[RECORDS SHOWN — start]
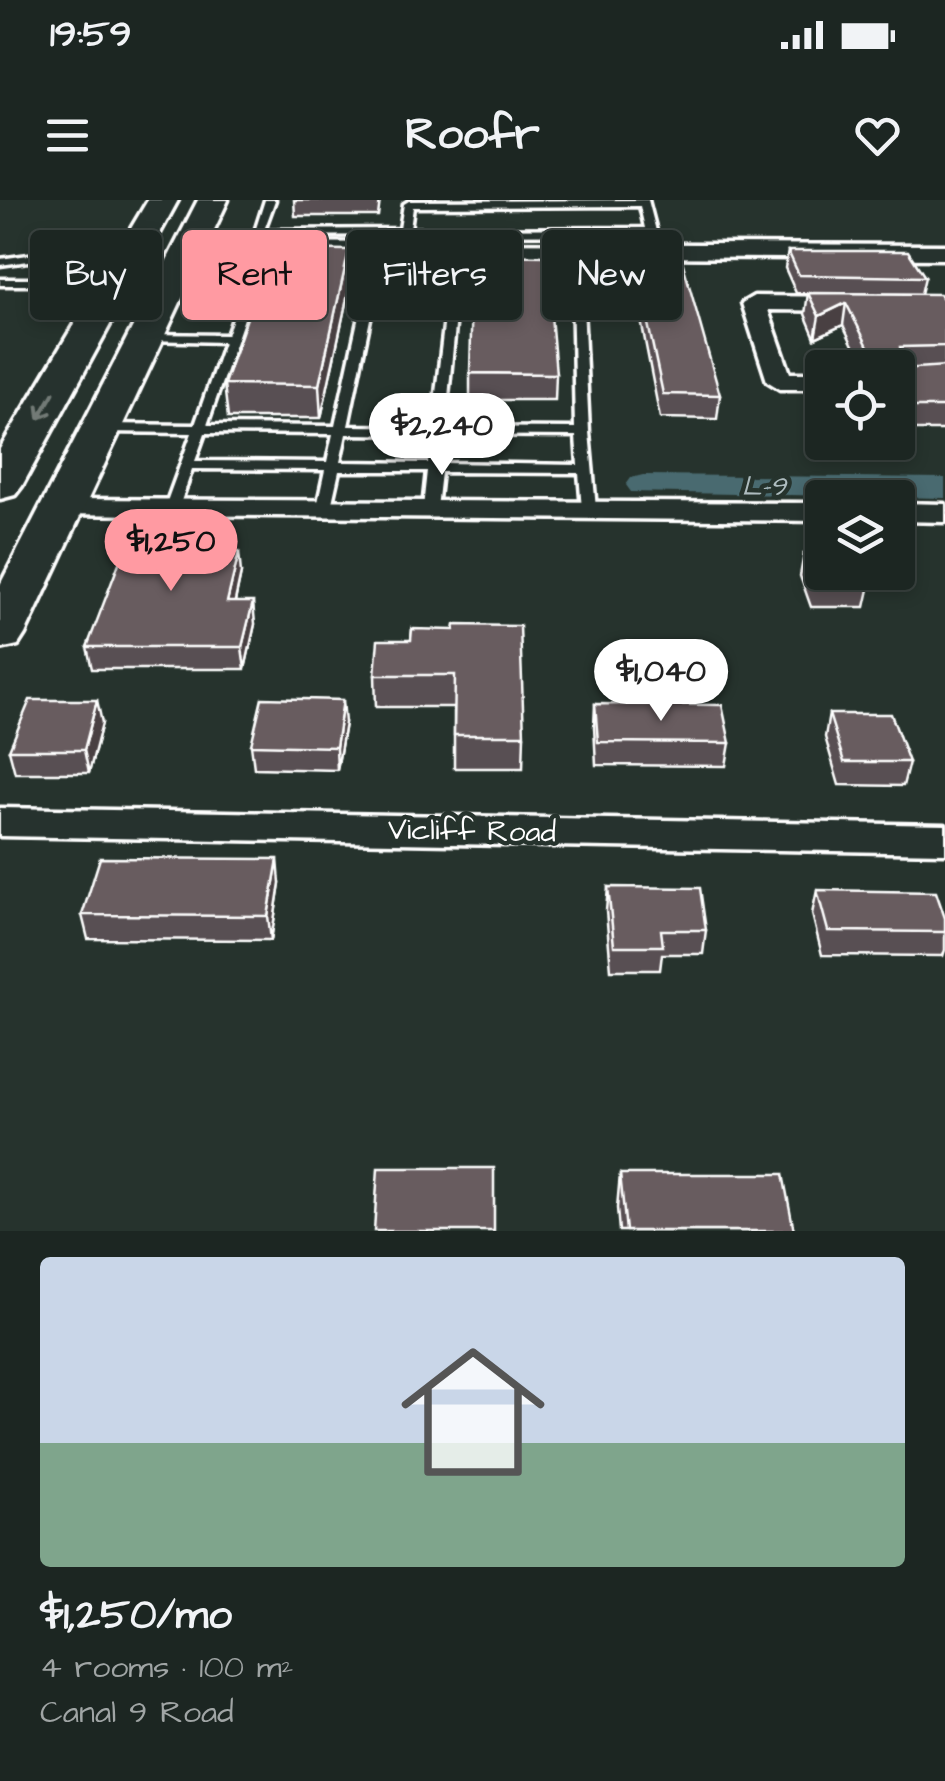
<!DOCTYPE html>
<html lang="en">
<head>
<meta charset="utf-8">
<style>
	body { margin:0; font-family:"Architects Daughter",sans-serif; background:#252e2a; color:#f1f3f6; height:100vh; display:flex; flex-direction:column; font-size:38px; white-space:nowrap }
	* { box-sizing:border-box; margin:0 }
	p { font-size:32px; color:#a0a5a5 }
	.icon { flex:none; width:55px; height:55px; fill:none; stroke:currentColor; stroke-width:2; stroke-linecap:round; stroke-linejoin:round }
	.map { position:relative; height:1031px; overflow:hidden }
	.sheet { display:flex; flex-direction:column; background:#1c2622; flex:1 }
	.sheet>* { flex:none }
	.top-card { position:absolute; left:30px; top:30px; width:885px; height:90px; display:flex; gap:20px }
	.fabs { position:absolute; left:805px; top:150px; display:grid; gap:20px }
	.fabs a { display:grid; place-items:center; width:110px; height:110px; border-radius:10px; background:#1c2622; box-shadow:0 5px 15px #0003,0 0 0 2px #3a4340; font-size:50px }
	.price { position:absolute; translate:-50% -85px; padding:0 22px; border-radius:35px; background:#fff; color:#222; font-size:32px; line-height:65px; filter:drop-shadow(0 2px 5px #0008) }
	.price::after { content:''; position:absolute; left:50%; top:60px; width:30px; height:22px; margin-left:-15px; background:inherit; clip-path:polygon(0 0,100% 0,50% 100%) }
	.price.selected { background:#ff9aa2; color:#111 }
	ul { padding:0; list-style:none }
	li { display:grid; align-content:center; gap:20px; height:530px; padding:0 40px }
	li span { display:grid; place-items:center; height:310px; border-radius:10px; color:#555 }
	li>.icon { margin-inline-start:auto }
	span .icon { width:180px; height:180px; fill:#fffc; stroke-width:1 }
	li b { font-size:42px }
	.pill { padding:0 35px; border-radius:10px; background:#1c2622; box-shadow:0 5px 15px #0003,0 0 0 2px #3a4340; font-size:35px; line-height:90px }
	.pill.selected { background:#ff9aa2; color:#111 }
	.status { display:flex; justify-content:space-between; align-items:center; height:70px; padding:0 50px; background:#1c2622; direction:ltr }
	.status svg { height:28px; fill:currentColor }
	header { display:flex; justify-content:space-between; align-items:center; height:130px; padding:0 40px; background:#1c2622; font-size:45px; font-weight:700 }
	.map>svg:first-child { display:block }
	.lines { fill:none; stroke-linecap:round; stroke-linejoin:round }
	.canal { fill:#4a6b70; fill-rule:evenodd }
	.lane-casing { stroke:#fff; stroke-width:7 }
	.street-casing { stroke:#fff; stroke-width:7 }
	.primary-casing { stroke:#fff; stroke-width:7 }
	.lane { fill:#26332d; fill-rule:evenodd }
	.street { fill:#26332d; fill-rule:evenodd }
	.primary { fill:#26332d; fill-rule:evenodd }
	.wall { fill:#594f52; stroke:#fff; stroke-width:2.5 }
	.shaded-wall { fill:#484042; stroke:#fff; stroke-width:2.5 }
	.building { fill:#675c5f; stroke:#fff; stroke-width:2.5 }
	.oneway { stroke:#727a76 }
	.labels { text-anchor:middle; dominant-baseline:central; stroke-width:9; stroke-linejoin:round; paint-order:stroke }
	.far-water-label { font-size:28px; font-style:italic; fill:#aebcbf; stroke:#26332d }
	.street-label { font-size:30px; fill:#fff; stroke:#26332d }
</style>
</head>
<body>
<div class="status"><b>19:59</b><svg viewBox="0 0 49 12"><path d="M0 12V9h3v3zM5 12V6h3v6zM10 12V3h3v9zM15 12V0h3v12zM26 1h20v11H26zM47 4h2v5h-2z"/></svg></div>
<header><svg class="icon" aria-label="menu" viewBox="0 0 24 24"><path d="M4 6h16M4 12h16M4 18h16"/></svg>Roofr<svg class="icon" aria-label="heart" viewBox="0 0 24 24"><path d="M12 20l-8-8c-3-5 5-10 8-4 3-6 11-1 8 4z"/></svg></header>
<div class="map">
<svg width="945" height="1031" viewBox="0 0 945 1031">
	<rect width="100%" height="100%" fill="#26332d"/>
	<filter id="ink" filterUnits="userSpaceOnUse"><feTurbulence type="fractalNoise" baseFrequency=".01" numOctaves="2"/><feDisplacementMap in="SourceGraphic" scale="20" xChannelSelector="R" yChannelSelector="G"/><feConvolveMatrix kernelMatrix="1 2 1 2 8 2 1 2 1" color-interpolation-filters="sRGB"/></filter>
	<g filter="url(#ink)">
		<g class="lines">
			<polygon class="canal" points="643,275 945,278 945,298 631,292 626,285 631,278"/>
			<defs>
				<g id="lane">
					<path d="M265,0H275L264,30L400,29L404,4L409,1L648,0L656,31L651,34L409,35L408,43L403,46L398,43L399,35L262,36L260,41H252ZM640,6L645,28L410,29L413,7Z"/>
					<path d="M458,46L463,49L461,70H495L500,73L495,76H460L445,227L575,228L572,86C550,73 539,82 521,73L526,70L565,73L582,85L589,232L596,309L594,312L589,313L582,309L579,273L441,272L437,308L430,312L423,308L427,271H339L331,307L324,311L317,307L325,270L192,269L179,307L172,311L165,307L192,233L101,232L95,228L101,224L195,225L224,142L146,140L140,137L146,134L227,135L250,72C259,66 281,66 290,72L285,75H259L207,225L335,226L368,75H326L321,72L326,69L451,70L453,49ZM379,75L450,76L432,227L348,226ZM205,233L333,234L327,262L195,261ZM346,234L431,235L428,263L340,262ZM444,235L576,236L578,265L442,263Z"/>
					<polygon points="50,52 131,53 136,56 131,59 50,58 0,65 0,59"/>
					<polygon points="0,79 117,79 122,82 117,85 0,85"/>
				</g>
				<g id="street">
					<polygon points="189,42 945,45 945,59 181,54 178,49"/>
					<polygon points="754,96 945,98 945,112 768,110 790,173 822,173 822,189 780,189 767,181 742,103"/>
					<polygon points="62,299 822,303 822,321 51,314 47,308"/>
					<polygon points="898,303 945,304 945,322 898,321"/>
					<polygon points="0,608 945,625 945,653 0,636"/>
				</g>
				<g id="primary">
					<polygon points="148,0 178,0 22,286 15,295 0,299 0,249"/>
					<polygon points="198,0 228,0 25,434 18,445 0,449 0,385"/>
				</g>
			</defs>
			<use href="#lane" class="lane-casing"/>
			<use href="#street" class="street-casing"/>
			<use href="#primary" class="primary-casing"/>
			<use href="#lane" class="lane"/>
			<use href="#street" class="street"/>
			<use href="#primary" class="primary"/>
		</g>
		<g class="wall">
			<polygon points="294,0 380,0 378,16 295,16"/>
			<polygon points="349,50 351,80 321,218 228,218 224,184"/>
			<polygon points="788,51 925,77 921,94 796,93 785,68"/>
			<polygon points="633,53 720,195 717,219 660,218 632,74"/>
			<polygon points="808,93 945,103 945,230 898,230 898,168 864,168 843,125 815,138 805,114"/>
			<polygon points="470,173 556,174 555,200 470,200"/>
			<polygon points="193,321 196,342 193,352 241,373 235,402 255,424 245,469 92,469 87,447"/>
			<polygon points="820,326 822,326 822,372 898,372 898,348 903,361 899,382 868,382 870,385 865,407 811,407 800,376 804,354 820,354 817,347"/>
			<polygon points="412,429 524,535 523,568 454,568 454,507 376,507 375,475 411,440"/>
			<polygon points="595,504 730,543 726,566 596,565 594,527"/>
			<polygon points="829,514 909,562 903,586 839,585 825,537"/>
			<polygon points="102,523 89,573 15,573 9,550"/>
			<polygon points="345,523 337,570 254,568 251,545"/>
			<polygon points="280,683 271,740 88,739 82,715"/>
			<polygon points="608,687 706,730 703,754 662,754 660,770 611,770 606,711"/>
			<polygon points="817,690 945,718 945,750 943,756 822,755 812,714"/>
			<polygon points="620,974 794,1031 619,1031 617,1008"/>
		</g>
		<g class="shaded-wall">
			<polygon points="349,50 351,80 321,218 319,185"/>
			<polygon points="846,103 843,125 815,138 819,116"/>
			<polygon points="193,321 196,342 186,373 183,352"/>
			<polygon points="239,352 241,373 230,424 227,402"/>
			<polygon points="253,402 255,424 245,469 242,447"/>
			<polygon points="97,500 102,523 89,573 84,550"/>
			<polygon points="343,500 345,523 337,570 336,547"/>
			<polygon points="278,659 280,683 271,740 268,716"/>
		</g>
		<g class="building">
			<polygon points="271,49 349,50 319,185 224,184"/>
			<polygon points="788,51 908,51 925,77 799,75"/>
			<polygon points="633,53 680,53 720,195 663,194"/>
			<polygon points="473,55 546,56 556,174 470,173"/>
			<polygon points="808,93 940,94 945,103 945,146 900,147 902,169 945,166 945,207 900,207 898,203 898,168 879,168 846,103 819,116"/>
			<polygon points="135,321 193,321 183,352 239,352 227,402 253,402 242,447 87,447"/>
			<polygon points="898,348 903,361 898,360"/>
			<polygon points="804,354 822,354 822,372 865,372 870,385 815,385"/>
			<polygon points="455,425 520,426 524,535 454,535 455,475 375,475 378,440 411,440 412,429 454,430"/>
			<polygon points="262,498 343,500 336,547 251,545"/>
			<polygon points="30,500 97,500 84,550 9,550"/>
			<polygon points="595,504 722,505 730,543 598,542"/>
			<polygon points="829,514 891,514 909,562 844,562"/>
			<polygon points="100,658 278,659 268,716 82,715"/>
			<polygon points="608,687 700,688 706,730 661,730 663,746 614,746"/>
			<polygon points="817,690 936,692 945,718 945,732 828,731"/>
			<polygon points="378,968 494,968 494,1031 374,1031"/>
			<polygon points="620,974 783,974 794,1031 626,1031"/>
		</g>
		<defs><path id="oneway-shaft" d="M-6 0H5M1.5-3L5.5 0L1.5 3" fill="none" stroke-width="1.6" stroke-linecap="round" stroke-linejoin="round" transform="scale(2.5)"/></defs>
		<use class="oneway" href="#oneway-shaft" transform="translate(46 206) rotate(120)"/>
	</g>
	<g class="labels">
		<g class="far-water-label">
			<text x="764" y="286">L-9</text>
		</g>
		<g class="street-label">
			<text transform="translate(472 631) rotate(1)">Vicliff Road</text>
		</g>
	</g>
</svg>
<div class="fabs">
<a><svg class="icon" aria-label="locate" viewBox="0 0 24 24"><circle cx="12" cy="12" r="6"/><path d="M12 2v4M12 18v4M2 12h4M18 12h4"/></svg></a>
<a><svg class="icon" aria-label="layers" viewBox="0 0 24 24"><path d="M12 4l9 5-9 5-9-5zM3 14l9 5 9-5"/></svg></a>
</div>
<b class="price" style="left:442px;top:278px">$2,240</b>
<b class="price selected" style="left:171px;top:394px">$1,250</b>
<b class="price" style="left:661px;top:524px">$1,040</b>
<div class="top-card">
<a class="pill">Buy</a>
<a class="pill selected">Rent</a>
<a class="pill">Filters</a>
<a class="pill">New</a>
</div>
</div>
<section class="sheet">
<ul>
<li><span style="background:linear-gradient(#c9d6e8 60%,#7fa58c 0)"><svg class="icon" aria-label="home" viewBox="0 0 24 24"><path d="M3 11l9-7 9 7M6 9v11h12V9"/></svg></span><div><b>$1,250/mo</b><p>4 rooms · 100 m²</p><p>Canal 9 Road</p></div></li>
</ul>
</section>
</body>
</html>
[RECORDS SHOWN — finish]
* _TO DO_: Scan the material for lines with the word "fabs", and copy each line you find.

* _SOLUTION TO THIS EXERCISE_:
	.fabs { position:absolute; left:805px; top:150px; display:grid; gap:20px }
	.fabs a { display:grid; place-items:center; width:110px; height:110px; border-radius:10px; background:#1c2622; box-shadow:0 5px 15px #0003,0 0 0 2px #3a4340; font-size:50px }
<div class="fabs">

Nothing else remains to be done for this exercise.